Modelos, numa definição “de trabalho”, isenta de qualquer precisão conceitual ou pretensão de lograr o consenso, são representações da Realidade (ou de uma parte desta), que servem como instrumentos de estudo dessa mesma Realidade. Mediante a redução da infinita complexidade dessa Realidade, a partir da adoção de certo número de premissas que nortearão a investigação, os estudiosos utilizam os Modelos para aprofundar nossa compreensão da mesma. Tal compreensão nunca será completa, portanto, a partir da adoção de um modelo único – se este for tão complexo a ponto de quase se confundir com a própria Realidade, perderá qualquer capacidade analítica.

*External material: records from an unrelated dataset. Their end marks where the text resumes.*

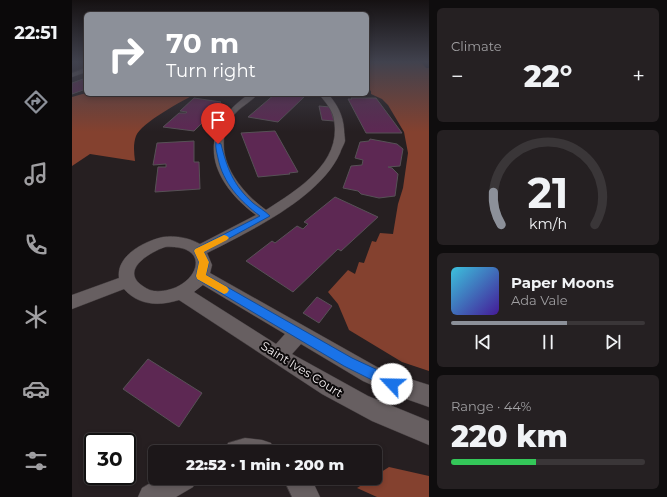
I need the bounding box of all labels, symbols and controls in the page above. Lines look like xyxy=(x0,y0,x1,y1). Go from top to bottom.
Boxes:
text: 22:51 xyxy=(14,22,58,44)
text: 70 m xyxy=(166,26,239,60)
icon: right xyxy=(100,28,152,80)
text: Climate xyxy=(451,38,502,54)
text: 22° xyxy=(524,58,572,95)
text: Turn right xyxy=(166,60,256,82)
text: − xyxy=(451,63,464,90)
text: + xyxy=(632,63,645,90)
icon: directions xyxy=(22,88,50,116)
pin xyxy=(201,103,235,144)
icon: arrive xyxy=(207,109,229,131)
icon: music xyxy=(22,160,50,188)
text: 21 xyxy=(528,168,568,218)
text: km/h xyxy=(529,215,567,233)
icon: phone xyxy=(22,231,50,259)
text: Paper Moons xyxy=(511,273,614,292)
text: Ada Vale xyxy=(511,292,568,308)
icon: climate xyxy=(22,303,50,331)
icon: previous xyxy=(472,331,494,353)
icon: pause xyxy=(537,331,559,353)
icon: next xyxy=(602,331,624,353)
street label: Saint Ives Court xyxy=(258,338,346,400)
position arrow xyxy=(371,363,413,405)
icon: car xyxy=(22,375,50,403)
text: Range · 44% xyxy=(451,398,531,414)
text: 220 km xyxy=(451,418,568,455)
speed limit sign: 30 xyxy=(84,433,136,485)
icon: filters xyxy=(22,447,50,475)
text: 22:52 · 1 min · 200 m xyxy=(186,455,344,474)

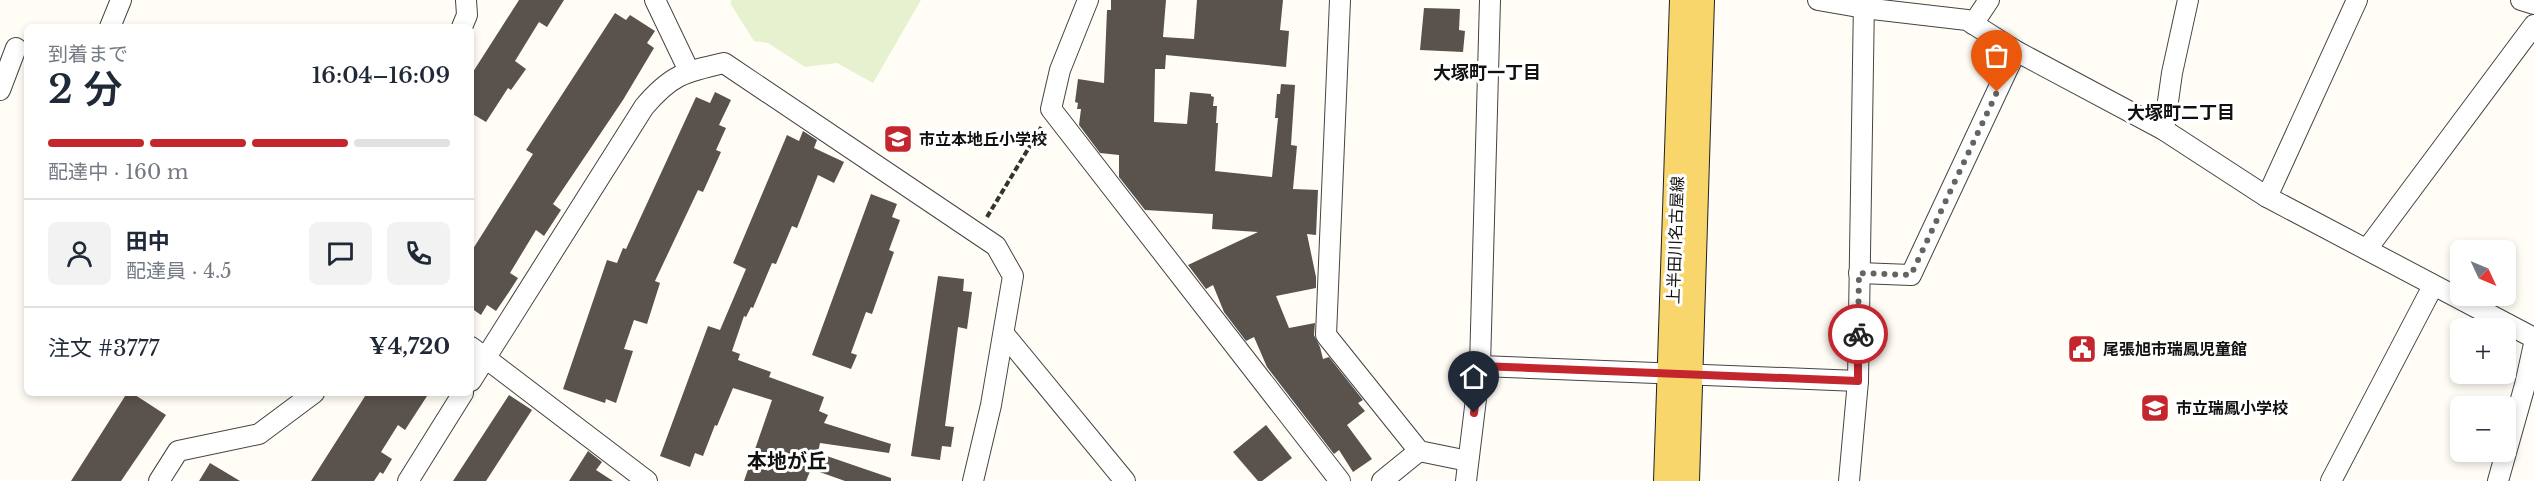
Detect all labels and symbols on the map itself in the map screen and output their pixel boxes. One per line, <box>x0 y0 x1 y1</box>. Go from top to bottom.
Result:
pin <box>1971 30 2022 92</box>
district label: 大塚町一丁目 <box>1433 62 1541 84</box>
district label: 大塚町二丁目 <box>2127 102 2235 124</box>
school or university icon: 市立本地丘小学校 <box>882 123 914 155</box>
place label: 市立本地丘小学校 <box>919 129 1047 149</box>
street label: 上半田川名古屋線 <box>1663 176 1687 304</box>
north arrow <box>2450 240 2516 306</box>
courier <box>1828 304 1888 364</box>
public building icon: 尾張旭市瑞鳳児童館 <box>2066 333 2098 365</box>
place label: 尾張旭市瑞鳳児童館 <box>2103 339 2247 359</box>
pin <box>1448 351 1499 413</box>
school or university icon: 市立瑞鳳小学校 <box>2139 392 2171 424</box>
place label: 市立瑞鳳小学校 <box>2176 398 2288 418</box>
district label: 本地が丘 <box>747 449 827 473</box>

Modelos partem da decomposição da Realidade (o “ser holístico” por excelência) para compreendê-la posteriormente, via concatenação das partes ordenados. Apropriando-se de fragmentos capazes de estimular as faculdades humanas (dado que o Homem é um “ser que aparece no Mundo/Realidade” e um “ser que pertence ao Mundo/Realidade”, numa perspectiva fenomenológica), o Homem reconstrói a Realidade como um mosaico, num trabalho incessante (sendo o Homem um ser hermenêutico por definição) de construção/desconstrução. Como ocorre com a História, vista como a “Ciência do Homem no tempo” – responsável pela (re)construção do Passado no Presente (ou seja, levando em consideração ocorrências futuras) e pela modelagem do Presente pelo Passado, sendo ambos interpenetrados pelas névoas do que se supõe ser o Futuro – os Modelos estabelecem com a Realidade uma “retroalimentação”. Os Modelos, afinal, são parte dessa Realidade, e ao mesmo tempo, interferem com esta última e alteram nossa percepção dela.
Uma ressalva faz-se necessária, no entanto: modelos que partem de premissas que não são compatíveis com a Realidade somente poderão conduzir a equívocos monumentais; modelos que se recusam a considerar a priori a complexidade inerente à Realidade, possuindo a pretensão de desvendar todos seus segredos, terminam obtendo monumentos de megalomania inutilizáveis. Essa atitude também pode ocorrer quando modelos utilizam apenas um reduzidíssimo número de premissas, pecando por excessivo reducionismo e obtendo como resultado um quadro pleno de distorções e de pouca utilidade analítica. Mas, afinal, o que tudo isso significa?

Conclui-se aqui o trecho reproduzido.